_PROVIDED ENTRIES_.
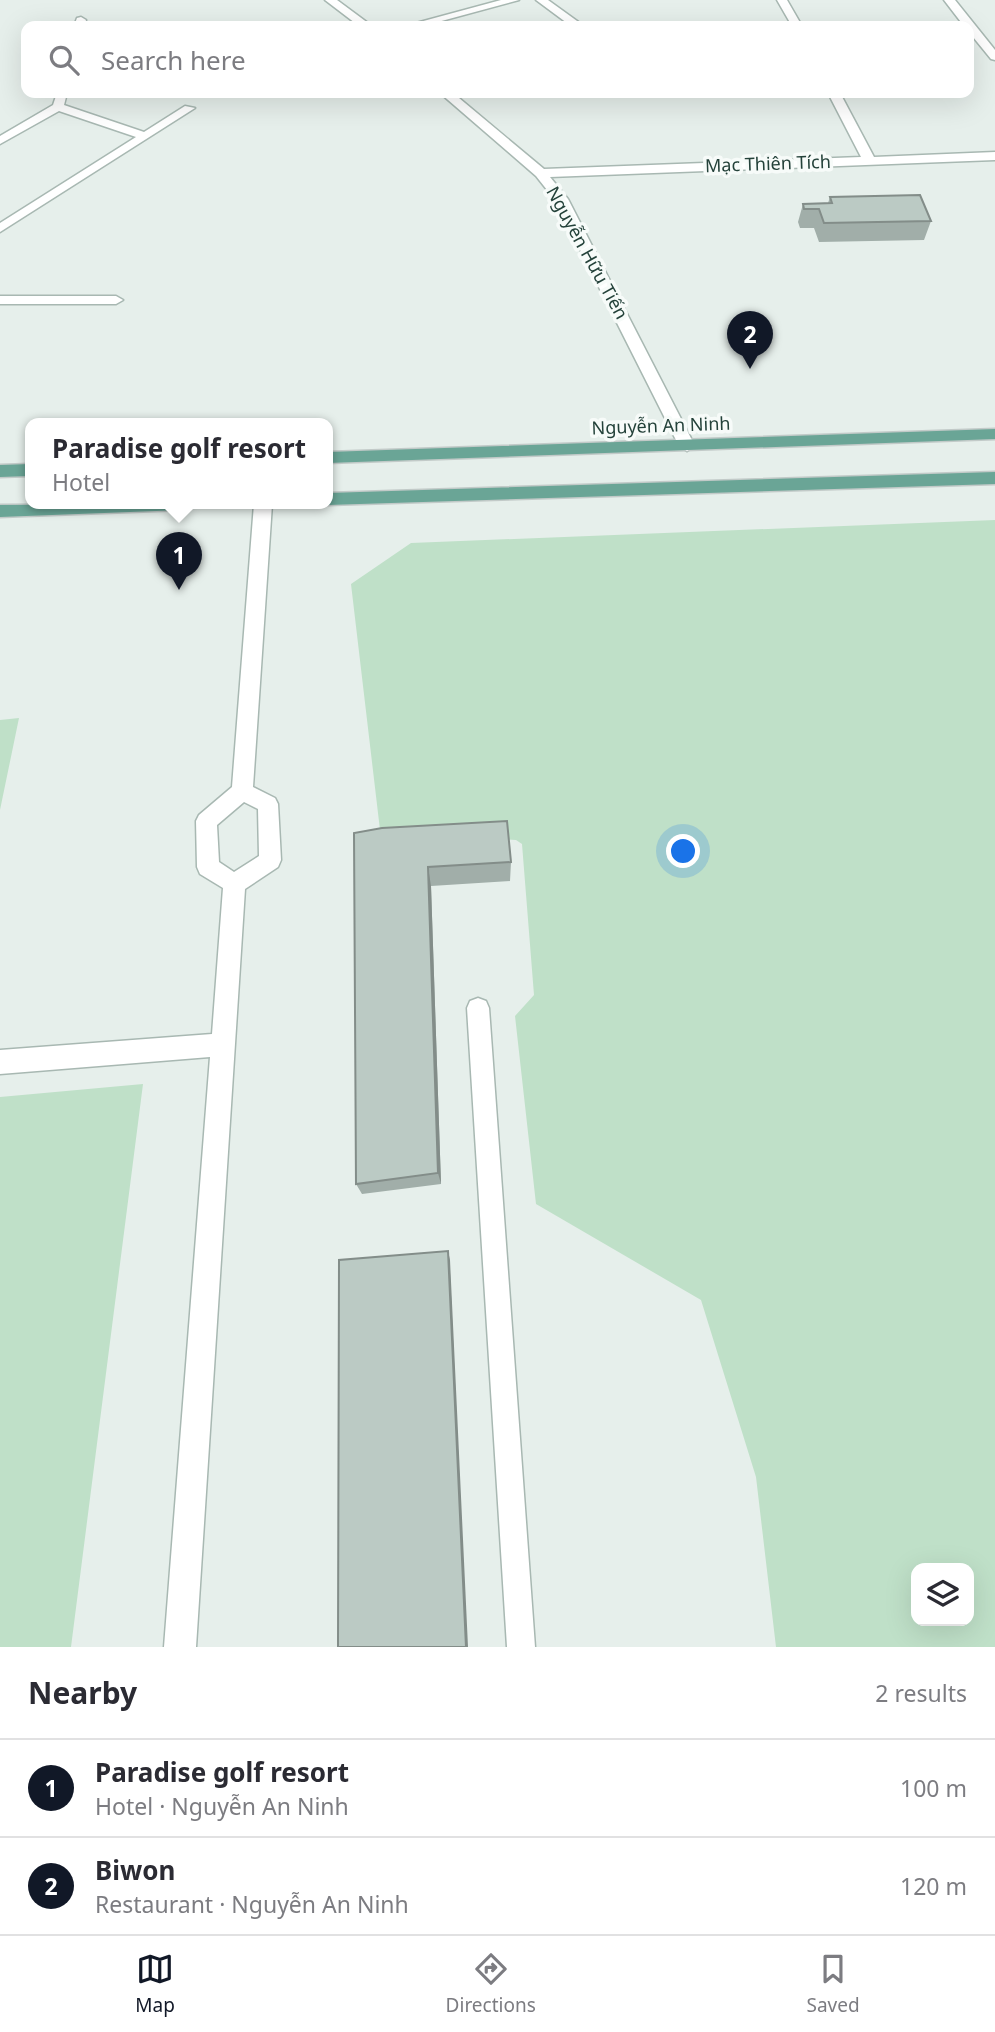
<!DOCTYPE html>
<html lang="en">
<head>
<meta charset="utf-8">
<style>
	:root { --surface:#fff; --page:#f7f7f7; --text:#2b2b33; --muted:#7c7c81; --line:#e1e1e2; --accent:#111827 }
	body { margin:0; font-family:"Noto Sans",sans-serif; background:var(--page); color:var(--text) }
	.controls { position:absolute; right:21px; bottom:21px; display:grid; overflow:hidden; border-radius:14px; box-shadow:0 7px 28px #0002 }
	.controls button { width:63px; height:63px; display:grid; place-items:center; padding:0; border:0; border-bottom:2px solid var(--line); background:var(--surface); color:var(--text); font:35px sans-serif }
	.you { position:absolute; left:684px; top:852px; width:24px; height:24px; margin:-18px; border:5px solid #fff; border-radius:50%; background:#1a73e8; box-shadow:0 0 0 10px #1a73e833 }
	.badge { display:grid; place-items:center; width:46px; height:46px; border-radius:50%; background:var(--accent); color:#fff; font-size:23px; font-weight:700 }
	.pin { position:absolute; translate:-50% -58px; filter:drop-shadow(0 2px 4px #0008) }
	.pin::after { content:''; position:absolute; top:37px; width:24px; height:21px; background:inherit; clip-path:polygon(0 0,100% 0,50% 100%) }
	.popup { position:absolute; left:25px; top:418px; width:308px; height:91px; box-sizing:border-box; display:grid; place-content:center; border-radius:14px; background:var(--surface); filter:drop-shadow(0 2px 5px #0005); font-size:23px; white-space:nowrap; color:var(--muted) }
	.popup b { font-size:26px; color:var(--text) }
	.popup::after { content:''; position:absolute; left:50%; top:100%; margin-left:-14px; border:14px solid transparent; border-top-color:var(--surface) }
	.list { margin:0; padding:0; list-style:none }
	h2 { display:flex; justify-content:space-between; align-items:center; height:91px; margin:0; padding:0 28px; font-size:30px }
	h2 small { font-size:23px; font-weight:400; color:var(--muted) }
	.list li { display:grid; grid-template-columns:46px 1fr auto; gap:21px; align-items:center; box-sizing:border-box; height:98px; padding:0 28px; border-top:2px solid var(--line) }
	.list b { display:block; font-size:26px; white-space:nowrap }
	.list p { margin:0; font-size:23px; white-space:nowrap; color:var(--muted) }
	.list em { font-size:23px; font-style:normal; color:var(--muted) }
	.icon { flex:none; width:38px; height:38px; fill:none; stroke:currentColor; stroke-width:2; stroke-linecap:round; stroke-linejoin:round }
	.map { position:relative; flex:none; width:995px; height:1647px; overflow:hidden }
	.search { position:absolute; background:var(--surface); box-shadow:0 7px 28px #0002; left:21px; right:21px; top:21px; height:77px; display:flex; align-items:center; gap:18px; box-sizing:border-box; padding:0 24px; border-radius:14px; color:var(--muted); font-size:26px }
	.sheet { height:287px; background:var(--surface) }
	nav { display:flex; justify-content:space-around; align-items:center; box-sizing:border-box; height:98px; border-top:2px solid var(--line); background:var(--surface); font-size:19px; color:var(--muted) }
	nav a { display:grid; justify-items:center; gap:4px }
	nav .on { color:var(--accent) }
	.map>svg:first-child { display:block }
	.green { fill:#bfe0c8; fill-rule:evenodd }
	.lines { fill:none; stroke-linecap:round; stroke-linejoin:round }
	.service-casing { stroke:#a8b8b2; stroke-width:3 }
	.minor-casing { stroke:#a8b8b2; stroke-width:3 }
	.primary-casing { stroke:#c2cac8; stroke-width:3 }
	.service { fill:#fff; fill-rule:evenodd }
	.minor { fill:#fff; fill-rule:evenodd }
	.primary { fill:#6aa596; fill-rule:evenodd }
	.wall { fill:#a1aea9 }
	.shaded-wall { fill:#838d89 }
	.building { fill:#bbcac4; stroke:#838d89; stroke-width:2 }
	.labels { text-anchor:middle; stroke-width:7; stroke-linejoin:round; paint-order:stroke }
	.far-street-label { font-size:18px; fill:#24423a; stroke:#f7fbf9 }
</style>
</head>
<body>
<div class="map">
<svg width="995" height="1647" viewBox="0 0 995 1647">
	<rect width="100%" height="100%" fill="#e6efeb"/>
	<path class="green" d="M 995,520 L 995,1647 L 776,1647 L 756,1477 L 701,1300 L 536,1204 L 515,1016 L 534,995 L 522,844 L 516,840 L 380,830 L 351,584 L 411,543 ZM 916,1568 L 969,1568 L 969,1621 L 916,1621 Z
		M 19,718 L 0,810 L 0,720 Z
		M 143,1084 L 71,1647 L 0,1647 L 0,1097 Z"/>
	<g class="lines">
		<defs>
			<path id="service" d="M 81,17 L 86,20 L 84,26 L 74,26 L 77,18 Z
				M 57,93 L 67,93 L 64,105 L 144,132 L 185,106 L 195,108 L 0,232 L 0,223 L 136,137 L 59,111 L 0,144 L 0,136 L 53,105 Z
				M 0,296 L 116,296 L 123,300 L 116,304 L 0,304 Z
				M 478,998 L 486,1001 L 489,1008 L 535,1647 L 507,1647 L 467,1008 L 470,1001 Z"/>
			<path id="minor" d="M 325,0 L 337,0 L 372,26 L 359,26 Z
				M 501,0 L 519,0 L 423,26 L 405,26 Z
				M 536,0 L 548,0 L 584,26 L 571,26 Z
				M 777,0 L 787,0 L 802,26 L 792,26 Z
				M 944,0 L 955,0 L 995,50 L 995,60 L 991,59 L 969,32 L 969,26 L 964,26 Z
				M 440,93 L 453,93 L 544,169 L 861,157 L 828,93 L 840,93 L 874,157 L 995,152 L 995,160 L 550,177 L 568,199 L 695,446 L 687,451 L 679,446 L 555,200 L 536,176 Z
				M 254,504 L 272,504 L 253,787 L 275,798 L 278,804 L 281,860 L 278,867 L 245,889 L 196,1647 L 164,1647 L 210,1057 L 0,1074 L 0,1050 L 212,1034 L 223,888 L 200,874 L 197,867 L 196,821 L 199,815 L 232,787 ZM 244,802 L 258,809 L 259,856 L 234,872 L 219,862 L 217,825 Z"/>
			<path id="primary" d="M 995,429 L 995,439 L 328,463 L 328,452 Z
				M 30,464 L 30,476 L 0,477 L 0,465 Z
				M 995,472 L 995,484 L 328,505 L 326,504 L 328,493 Z
				M 190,504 L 182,510 L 0,517 L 0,505 Z"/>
		</defs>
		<use href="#service" class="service-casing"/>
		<use href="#minor" class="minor-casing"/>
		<use href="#primary" class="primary-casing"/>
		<use href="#service" class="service"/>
		<use href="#minor" class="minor"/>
		<use href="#primary" class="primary"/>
	</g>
	<path class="wall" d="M 830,197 L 931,221 L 924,240 L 819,242 L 814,228 L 800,228 L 798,222 L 803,204 L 828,203 Z
		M 354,833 L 511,862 L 510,881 L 431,886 L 441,1184 L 362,1194 L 356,1184 Z"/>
	<path class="shaded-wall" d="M 428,867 L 431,886 L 441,1184 L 438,1173 Z
		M 448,1251 L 450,1260 L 468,1647 L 466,1647 Z"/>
	<path class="building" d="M 920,195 L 931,221 L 824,223 L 819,209 L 804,209 L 803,204 L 832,203 L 830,197 Z
		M 507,821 L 511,862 L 428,867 L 438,1173 L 356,1184 L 354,833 L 382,828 Z
		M 448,1251 L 466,1647 L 338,1647 L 339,1260 Z"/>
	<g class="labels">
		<g class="far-street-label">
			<text transform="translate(768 164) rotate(-2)" y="6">Mạc Thiên Tích</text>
			<text transform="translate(587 253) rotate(61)" y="6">Nguyễn Hữu Tiến</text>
			<text transform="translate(661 426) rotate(-2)" y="6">Nguyễn An Ninh</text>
		</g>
	</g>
</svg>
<div class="controls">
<button><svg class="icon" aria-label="layers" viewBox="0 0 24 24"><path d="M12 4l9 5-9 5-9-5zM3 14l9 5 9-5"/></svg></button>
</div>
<div class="you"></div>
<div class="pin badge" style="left:179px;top:590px">1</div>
<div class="popup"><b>Paradise golf resort</b>Hotel</div>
<div class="pin badge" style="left:750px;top:369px">2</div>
<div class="search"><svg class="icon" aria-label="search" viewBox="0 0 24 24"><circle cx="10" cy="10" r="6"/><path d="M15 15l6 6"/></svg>Search here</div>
</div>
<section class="sheet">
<h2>Nearby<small>2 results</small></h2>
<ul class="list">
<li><span class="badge">1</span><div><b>Paradise golf resort</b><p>Hotel · Nguyễn An Ninh</p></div><em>100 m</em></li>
<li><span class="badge">2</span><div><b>Biwon</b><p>Restaurant · Nguyễn An Ninh</p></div><em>120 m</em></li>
</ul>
</section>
<nav>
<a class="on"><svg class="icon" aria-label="map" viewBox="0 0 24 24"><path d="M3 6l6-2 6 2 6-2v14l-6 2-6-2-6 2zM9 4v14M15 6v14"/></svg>Map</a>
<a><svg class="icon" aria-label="directions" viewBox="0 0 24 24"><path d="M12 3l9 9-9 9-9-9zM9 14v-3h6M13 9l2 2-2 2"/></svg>Directions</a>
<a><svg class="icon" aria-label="saved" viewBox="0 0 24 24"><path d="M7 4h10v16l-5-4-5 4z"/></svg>Saved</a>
</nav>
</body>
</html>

_WORK ITEM_.
The reply should hold the lines from the top of the records through the line containing "--surface:#fff; --page:#f7f7f7; --text:#2b2b33;", reproduced exactly, and no pictures.

_RESPONSE AREA_.
<!DOCTYPE html>
<html lang="en">
<head>
<meta charset="utf-8">
<style>
	:root { --surface:#fff; --page:#f7f7f7; --text:#2b2b33; --muted:#7c7c81; --line:#e1e1e2; --accent:#111827 }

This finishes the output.